New purchasing mechanisms, along with the freefall of the price of solar photovoltaics, are making it easier than ever for businesses to leverage the power of the sun to meet their growing energy needs.
In many areas, utility-scale photovoltaic solar has become cost-competitive with conventional forms of electricity, particularly for facilities with large energy needs. And energy demands for large commercial and industrial facilities are mounting, as businesses rely more on energy-intensive operations such as data centers and manufacturing facilities.
But onsite installations aren’t always enough — or practical — for meeting a company’s energy needs.
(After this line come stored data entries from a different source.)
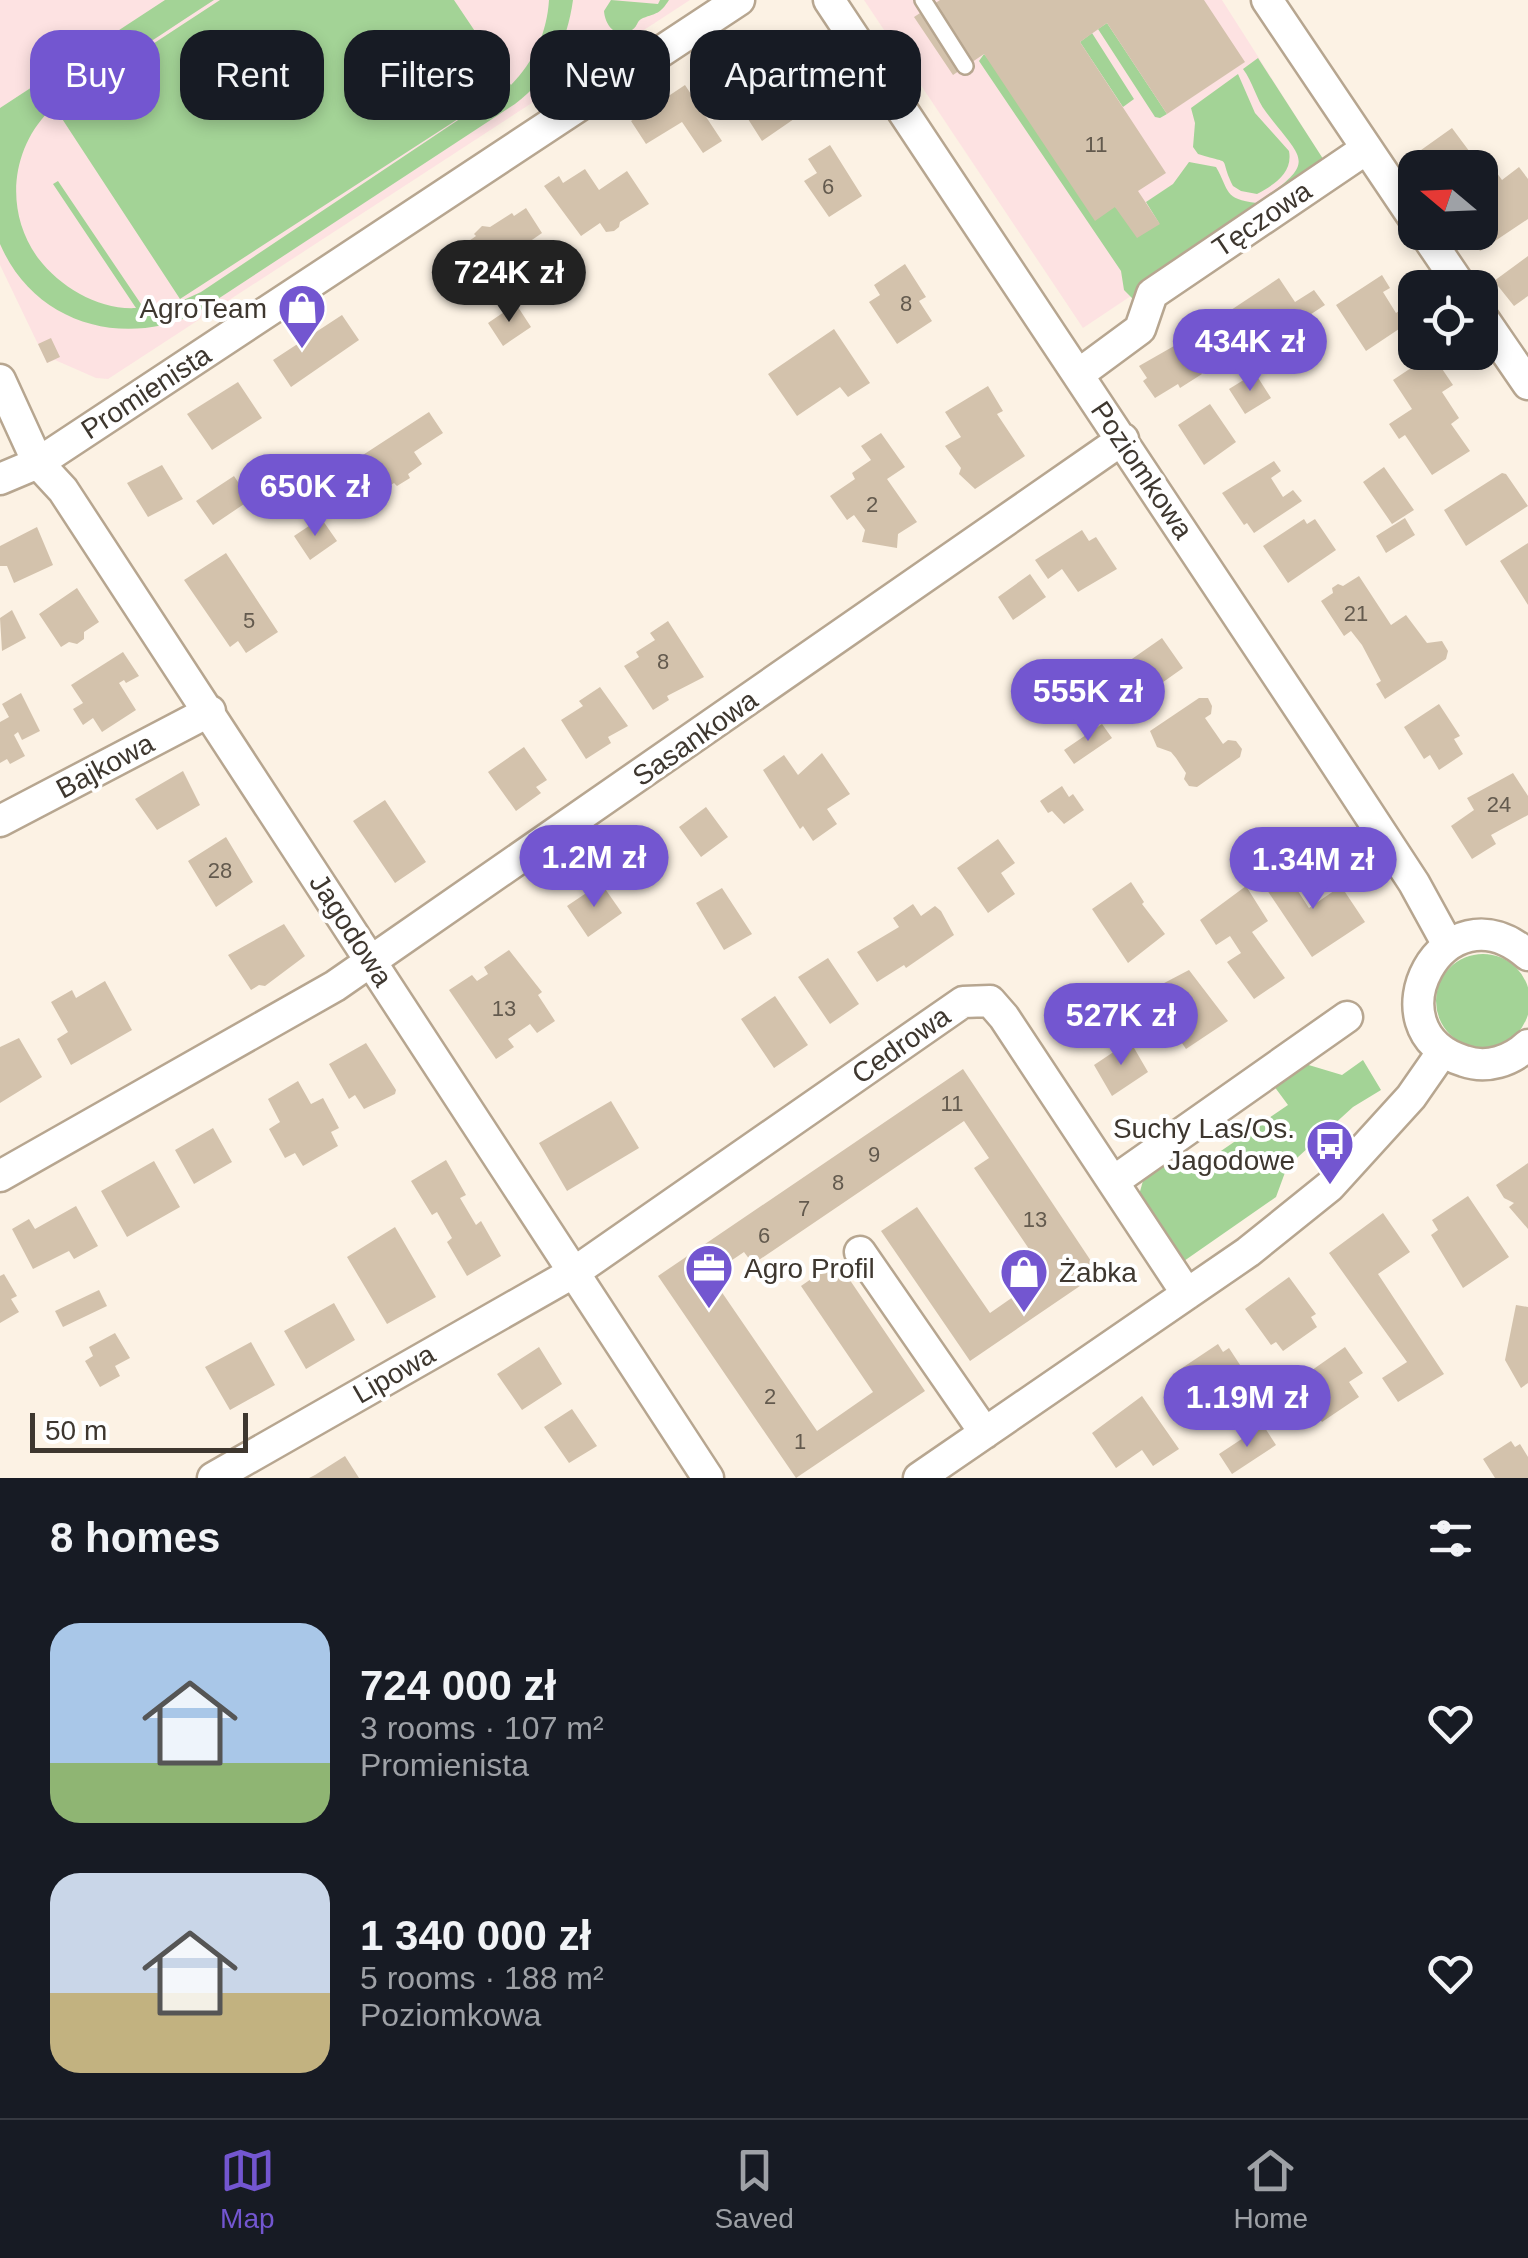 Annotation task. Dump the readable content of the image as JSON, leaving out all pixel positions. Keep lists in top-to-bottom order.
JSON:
{
  "streets": {
    "street": [
      "Tęczowa",
      "Promienista",
      "Poziomkowa",
      "Sasankowa",
      "Bajkowa",
      "Jagodowa",
      "Cedrowa",
      "Lipowa"
    ]
  },
  "crossings": [
    ["Tęczowa", "Poziomkowa"],
    ["Promienista", "Jagodowa"],
    ["Poziomkowa", "Sasankowa"],
    ["Sasankowa", "Jagodowa"],
    ["Bajkowa", "Jagodowa"],
    ["Jagodowa", "Cedrowa"],
    ["Jagodowa", "Lipowa"],
    ["Cedrowa", "Lipowa"]
  ],
  "places": {
    "shop": ["AgroTeam", "Żabka"],
    "bus stop": ["Suchy Las/Os. Jagodowe"],
    "office": ["Agro Profil"]
  },
  "house_numbers": [
    "11",
    "6",
    "8",
    "2",
    "21",
    "5",
    "8",
    "24",
    "28",
    "13",
    "11",
    "9",
    "8",
    "7",
    "13",
    "6",
    "2",
    "1"
  ],
  "scale_bar": "50 m",
  "north": "left",
  "page": {
    "chip": [
      "Buy",
      "Rent",
      "Filters",
      "New",
      "Apartment"
    ],
    "price": [
      "724K zł",
      "434K zł",
      "650K zł",
      "555K zł",
      "1.2M zł",
      "1.34M zł",
      "527K zł",
      "1.19M zł"
    ],
    "scale": "50 m",
    "heading": "8 homes",
    "list": [
      {
        "name": "724 000 zł",
        "note": "3 rooms · 107 m² · Promienista"
      },
      {
        "name": "1 340 000 zł",
        "note": "5 rooms · 188 m² · Poziomkowa"
      }
    ],
    "tabs": ["Map", "Saved", "Home"]
  }
}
“Companies want to offset a high volume of load efficiently and in a scalable manner,” said Karl Brutsaert, director of Global Commercial & Industrial Origination at First Solar, during a recent GreenBiz webinar on next-generation solar strategy for commercial operations. “Going rooftop to rooftop or facilities to facilities sometimes does not meet their overall objectives and they want a more scalable solution.”
That’s why new mechanisms have emerged, including power-purchase agreements, virtual power-purchase agreements and renewable energy credits, which allow firms to purchase solar energy that reduce or suppress upfront costs, remove siting barriers and ensure a level of price stability not achievable with fossil fuel electricity.
Power purchase agreements allow businesses to procure solar electricity at a predictable cost for up to 25 years, including financing, design, engineering, procurement, permitting, construction, commissioning, operations and maintenance. They free a business from having to own or manage a solar power plant, while enabling them to take full advantage of solar electricity’s predictable pricing.
An added benefit of PPAs: enabling companies to push the adoption of renewable energy.
“We are increasingly seeing buyers not just wanting to reduce their own negative impact. Instead, they want to increase their positive impact by leading the way and paving a path for others to also go renewable,” said Brutsaert.
The rise of the virtual PPA
For large companies spread across wide geographic areas, virtual PPAs are rising to the forefront.
“In the market, we are increasingly seeing virtual PPAs,” said Brutsaert. “In a virtual PPA, many corporate facilities that are distributed across a wide area can be virtually powered, renewably powered by one or just a few large-scale renewable power plants.”
He cited many benefits for pursuing a virtual PPA, including increasing efficiency by allowing several facilities to be powered by 100 percent renewables in a single transaction; developing larger solar projects that can achieve economies of scale, and creating an “energy hedge” against future power cost volatility.
[Rame Hemstreet of Kaiser Permanente will speak in person at VERGE 16, Sept. 19-22, in Santa Clara, California.]
Companies also find virtual PPAs attractive because it always allows them to claim credit for catalyzing new solar projects.
“With this, they can say, ‘If we weren’t involved, this project wouldn’t have happened,'” said Brutsaert.
Kaiser Permanente’s solar ambitions
For Kaiser Permanente, investing in renewables is an extension of its core purpose to promote public health, said Seth Baruch, the company’s national director for Energy and Utilities.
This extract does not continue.